訴{うった}える does not derive from noun 訴{うった}え, but rather the opposite -- the noun 訴{うった}え derives from verb 訴{うった}える, as the stem or continuative form of the verb.

In turn, 訴{うった}える comes from older classical form 訴{うった}ふ. This was a 下{しも}二段{にだん}活用{かつよう}動詞{どうし}, or "lower bigrade conjugation verb". The "lower" part refers to the vowel of the stem, and "bigrade" means that there were two different vowel endings. For 下{しも} verbs, these vowel endings were ‑u and ‑e. (JA Wikipedia article here.) This contrasted with 上{かみ}二段{にだん}活用{かつよう}動詞{どうし}, for which the two vowel endings were ‑u and ‑i. (JA Wikipedia article here.) Over time (some time around the Muromachi period, 1336–1573) both bigrade forms collapsed to unigrade forms, losing the ‑u verb-stem endings to just have ‑e for 下{しも} verbs like 訴{うった}ふ (now 訴{うった}える) and 食{た}ぶ (now 食{た}べる), and to just have ‑i for 上{かみ} verbs like 落{お}つ (now 落{お}ちる) and 過{す}ぐ (now 過{す}ぎる).

Looking back further, 訴{うった}ふ got its geminated ‑tt‑ as a phonological contraction or erosion of older form 訴{うるた}ふ, which was apparently the form in use in the early Heian period (794–1185).

I cannot find much beyond this point in history to divine the verb's derivation any further. This verb urutapu is long enough to suggest a compound derivation, but I cannot find any clear roots. The verb ending in classical Japanese and earlier was ふ, a common auxiliary verb used to indicate repeated action or ongoing state, but this only attached to the incomplete form (未然形{みぜんけい}) of the preceding verb, and I cannot find any clear indication of an ancient verb urutu. The last two morae, たふ, could have been ancient verb 給{た}ふ used as an honorific auxiliary, but this only attached to the continuative form of a verb, and うる does not conform to continuative conjugation patterns. The underlying ultimate derivation appears to be lost in time.

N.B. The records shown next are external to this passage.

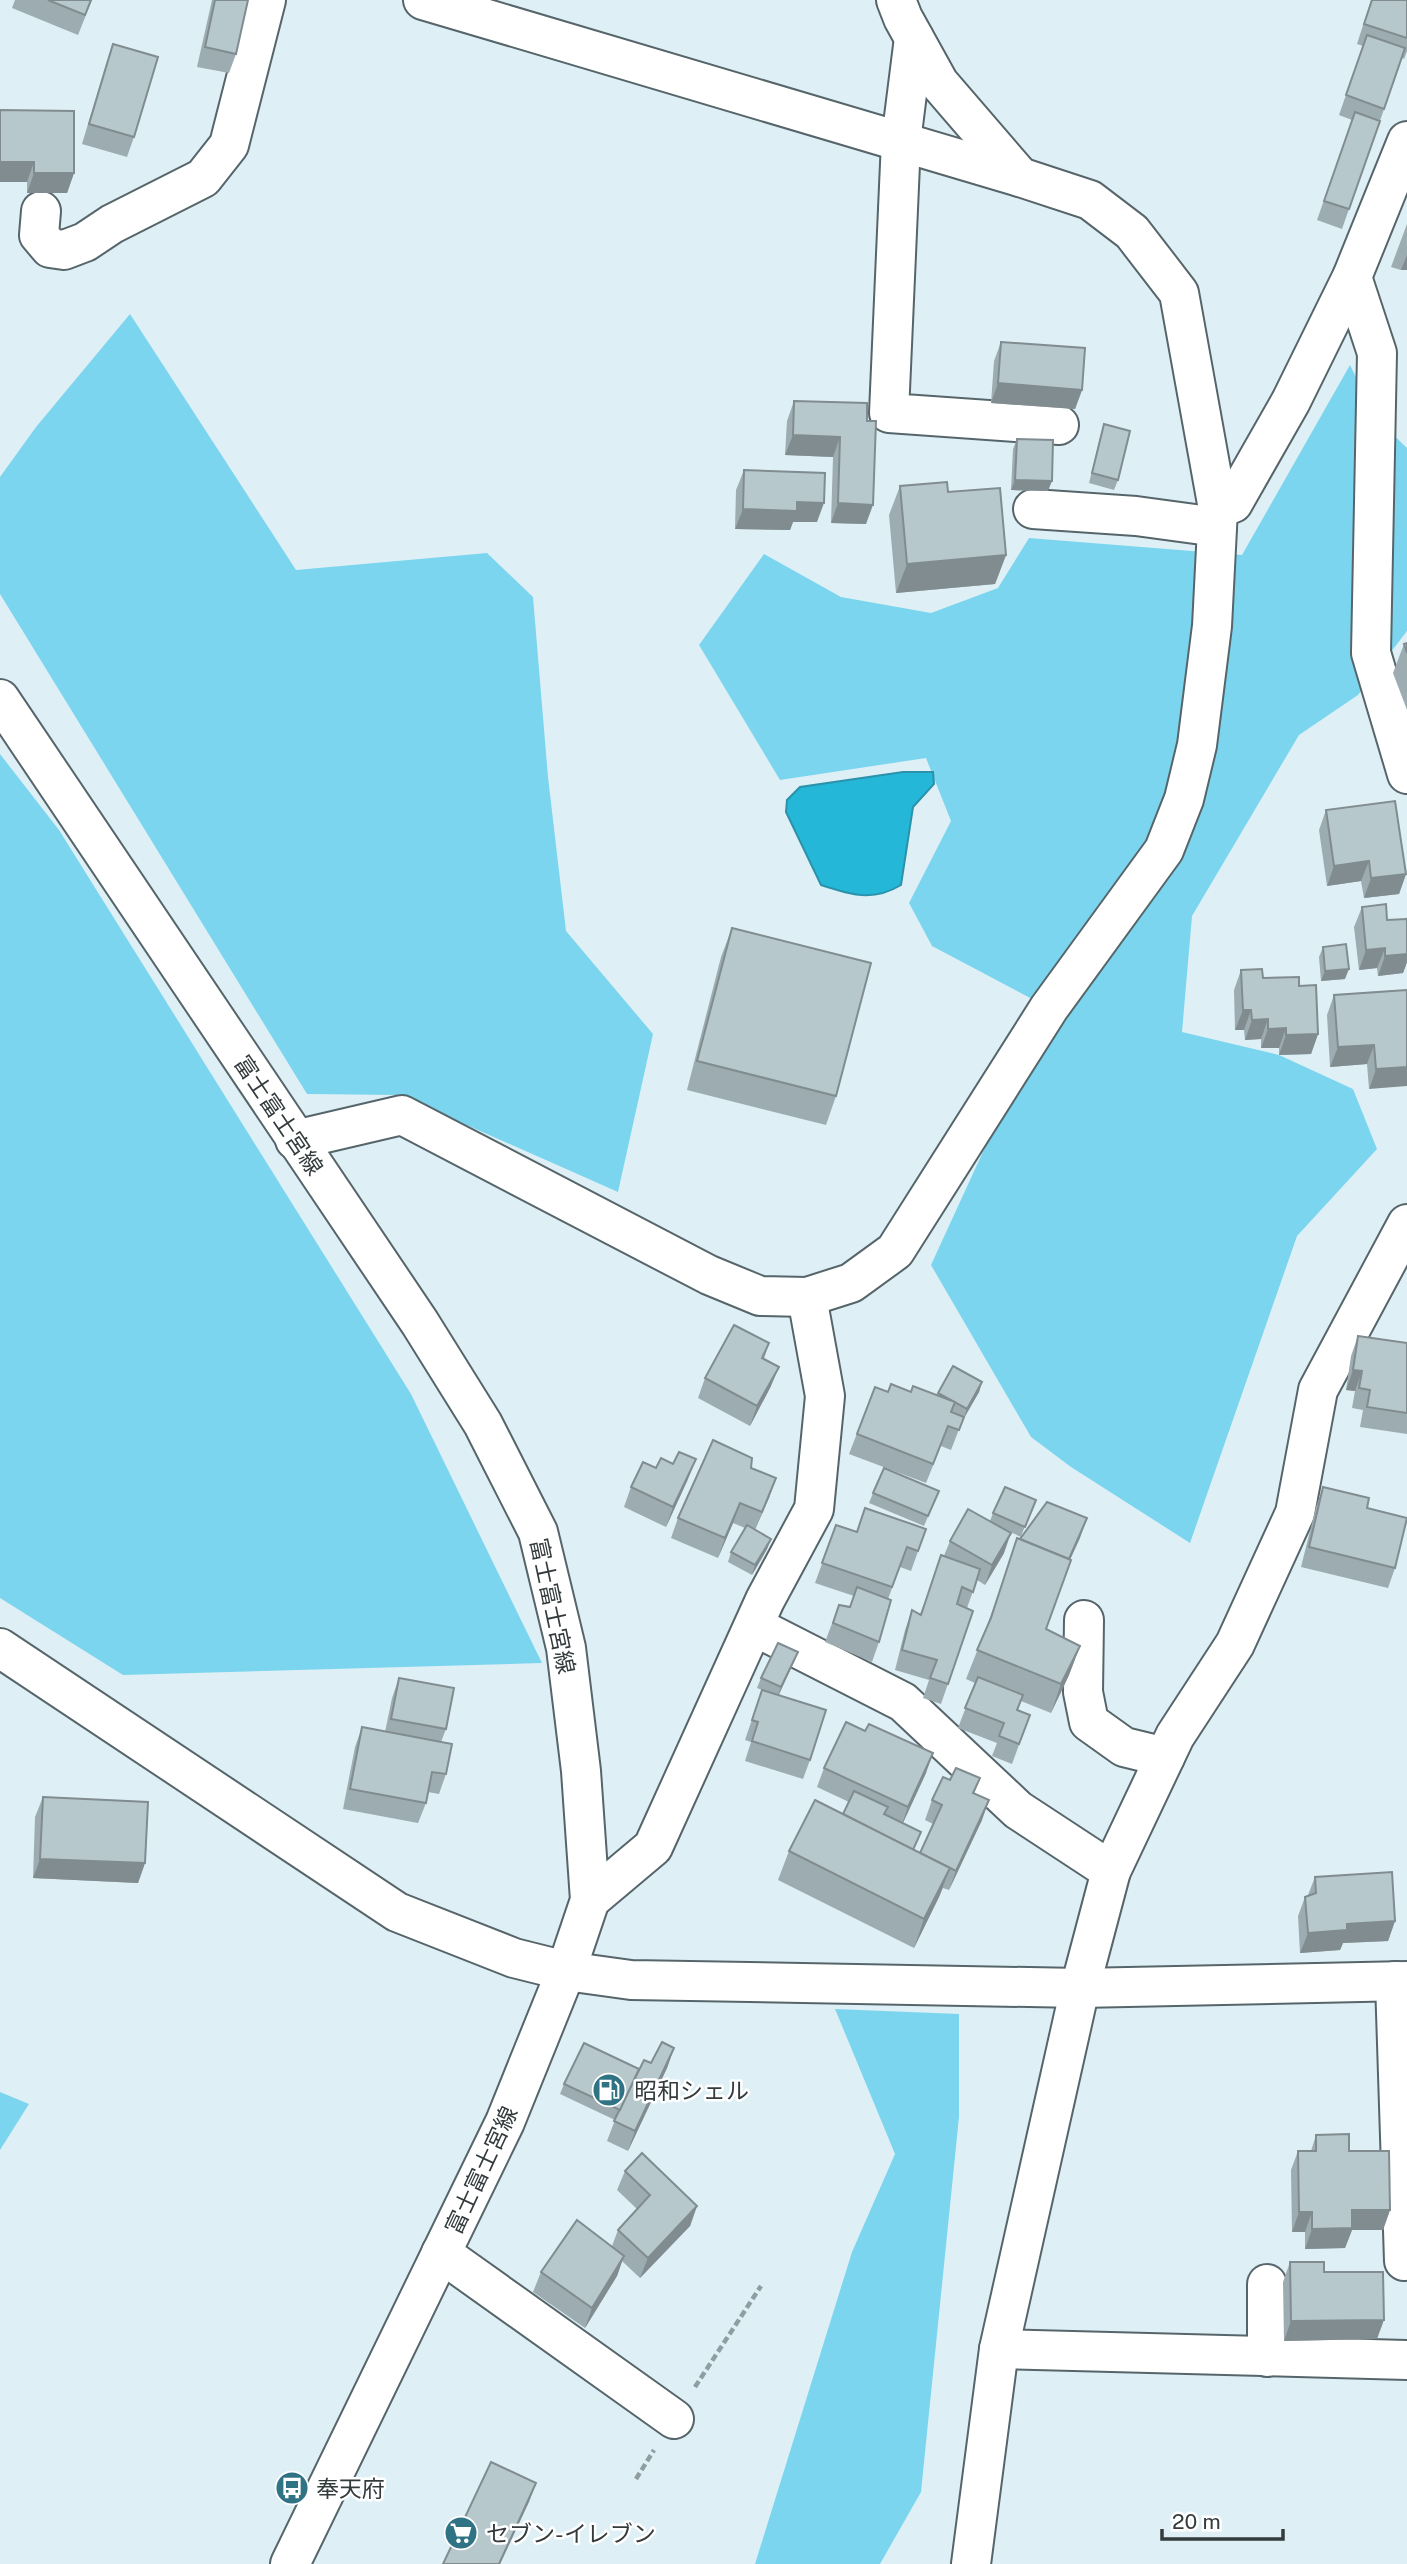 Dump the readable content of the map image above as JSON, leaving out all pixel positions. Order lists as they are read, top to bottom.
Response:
{
  "streets": {
    "street": ["富士富士宮線"]
  },
  "places": {
    "fuel station": ["昭和シェル"],
    "bus stop": ["奉天府"],
    "supermarket": ["セブン-イレブン"]
  },
  "scale_bar": "20 m"
}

(Note: Shogakukan's big 国語{こくご}大{だい}辞典{じてん} is my primary source.)

  • 1
    Wow, so this っ in 訴える can be traced back as far as to the Heian period - that's quite extraordinary. I think I might start saving some money to buy a 大辞典 myself... Thank you so much for this detailed response, I really appreciate it!
    – Noord
    Nov 22, 2016 at 23:23

Some verbs in past tense include a little っ, such as 勝った, 持った, 取った, 蹴った, etc.

Other examples would be: 持っていく(もっていく), いらっしゃる, 張っ倒す(はったおす), 引っ越す(ひっこす), etc.